2

I have a query that will present a list of customers to be anonomized:

select cu_number into #_t
from customer
where cu_first_name is not null

I want to update last_name to " 'Anonomized' + sequence " and try this:

update customer
  set cu_last_name = 'Anonomized' + convert(varchar, cu_number)
where cu_number = (select * from #_t);

I get the following error, and can't seem to find a suitable way around this:

"Subquery returned more than 1 value. This is not permitted when the subquery follows =, !=, <, <= , >, >= or when the subquery is used as an expression."
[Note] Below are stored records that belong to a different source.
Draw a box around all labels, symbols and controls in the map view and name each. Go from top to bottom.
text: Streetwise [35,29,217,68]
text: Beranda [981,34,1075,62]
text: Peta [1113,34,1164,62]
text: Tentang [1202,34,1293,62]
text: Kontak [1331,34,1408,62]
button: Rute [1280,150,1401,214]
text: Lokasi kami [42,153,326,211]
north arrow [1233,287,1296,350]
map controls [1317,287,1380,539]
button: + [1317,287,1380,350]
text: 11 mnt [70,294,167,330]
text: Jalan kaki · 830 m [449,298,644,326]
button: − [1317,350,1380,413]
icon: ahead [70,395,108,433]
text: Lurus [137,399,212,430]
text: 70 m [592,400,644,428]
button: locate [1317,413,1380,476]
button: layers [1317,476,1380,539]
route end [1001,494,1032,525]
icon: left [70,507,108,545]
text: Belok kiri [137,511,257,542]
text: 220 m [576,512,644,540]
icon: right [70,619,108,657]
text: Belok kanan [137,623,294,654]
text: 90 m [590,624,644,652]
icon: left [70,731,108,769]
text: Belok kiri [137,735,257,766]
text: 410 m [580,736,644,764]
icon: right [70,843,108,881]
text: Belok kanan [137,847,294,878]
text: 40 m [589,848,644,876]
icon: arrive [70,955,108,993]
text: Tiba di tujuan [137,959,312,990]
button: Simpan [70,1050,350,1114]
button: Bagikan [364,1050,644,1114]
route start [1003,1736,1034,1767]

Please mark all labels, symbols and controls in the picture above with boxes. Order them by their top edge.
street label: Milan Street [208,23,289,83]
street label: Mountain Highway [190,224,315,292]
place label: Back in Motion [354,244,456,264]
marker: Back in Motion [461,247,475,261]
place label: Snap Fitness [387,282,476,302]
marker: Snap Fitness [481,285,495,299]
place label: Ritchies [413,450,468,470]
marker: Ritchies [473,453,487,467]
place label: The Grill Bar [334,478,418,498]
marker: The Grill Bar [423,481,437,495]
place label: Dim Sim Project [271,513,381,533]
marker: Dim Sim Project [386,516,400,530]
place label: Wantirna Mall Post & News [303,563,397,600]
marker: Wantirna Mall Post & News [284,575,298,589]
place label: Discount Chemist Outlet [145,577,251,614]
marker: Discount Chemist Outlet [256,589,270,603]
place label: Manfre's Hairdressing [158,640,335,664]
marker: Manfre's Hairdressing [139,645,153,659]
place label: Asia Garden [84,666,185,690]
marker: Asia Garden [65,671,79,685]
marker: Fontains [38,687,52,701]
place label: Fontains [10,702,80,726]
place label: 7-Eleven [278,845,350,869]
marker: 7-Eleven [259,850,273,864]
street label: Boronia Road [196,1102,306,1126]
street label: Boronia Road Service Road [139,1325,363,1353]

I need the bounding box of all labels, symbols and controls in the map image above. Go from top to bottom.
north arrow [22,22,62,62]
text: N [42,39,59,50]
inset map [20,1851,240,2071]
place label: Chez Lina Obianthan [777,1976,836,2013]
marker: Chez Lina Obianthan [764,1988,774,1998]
Anyone with an idea on how to improve the subquery?

/Andreas

jarlh
  • 42,561
  • 8
  • 45
  • 63
Andreasp
  • 45
  • 1
  • 8
  • 2
    where cu_number IN (select * from #_t); – jarlh Jun 03 '15 at 11:21
  • 1
    why do you need a temp table? why not do this `update customer set cu_last_name='Anonomized' + convert(varchar(), cu_number) WHERE cu_first_name is not null` – ughai Jun 03 '15 at 11:22
  • Try using where exists instead of comparing cu_number using a select statement – Tom Jun 03 '15 at 11:24
  • I have simplified the question a bit. The reason I have a temporary table is because I need to be able to add conditions to the initial select, and I'm to lazy to replace in all the steps. At the time I have 15 updates going to different tables where 'cu_number' is a common denominator. (i.e. in table address ad_customer is the same as cu_customer). @jarlh I will try 'IN' later. Seems like that should work.. – Andreasp Jun 04 '15 at 13:46

2 Answers2

2

I think you don't need temp table at all:

update customer set cu_last_name='Anonomized' + convert(char, cu_number)
where cu_first_name is not null

In MySQL you can not use convert function with varchar type.

For Sql Server:

update customer set cu_last_name='Anonomized' + convert(varchar(10), cu_number)
where cu_first_name is not null
Giorgi Nakeuri
  • 35,155
  • 8
  • 47
  • 75
  • OP's code looks like Transact-SQL to me. At the very list, `CONVERT(type, value)` is not a MySQL syntax, [which would be `CONVERT(value, type)` instead](https://dev.mysql.com/doc/refman/5.6/en/cast-functions.html#function_convert). – Andriy M Jun 05 '15 at 07:20
  • I don't remember bu probably I have answered this question quickly before post was edit. or may be there was some comment which was deleted. – Giorgi Nakeuri Jun 05 '15 at 07:33
  • Hi, I'm sorry. I have mixed my tags. I'm quite new to this and still learning. Thank you for your response! – Andreasp Jun 11 '15 at 04:38
0

Since the answer was delivered in a comment, I thought I'd add it as an answer. Adding "IN" instead of "=" solved the issue I had.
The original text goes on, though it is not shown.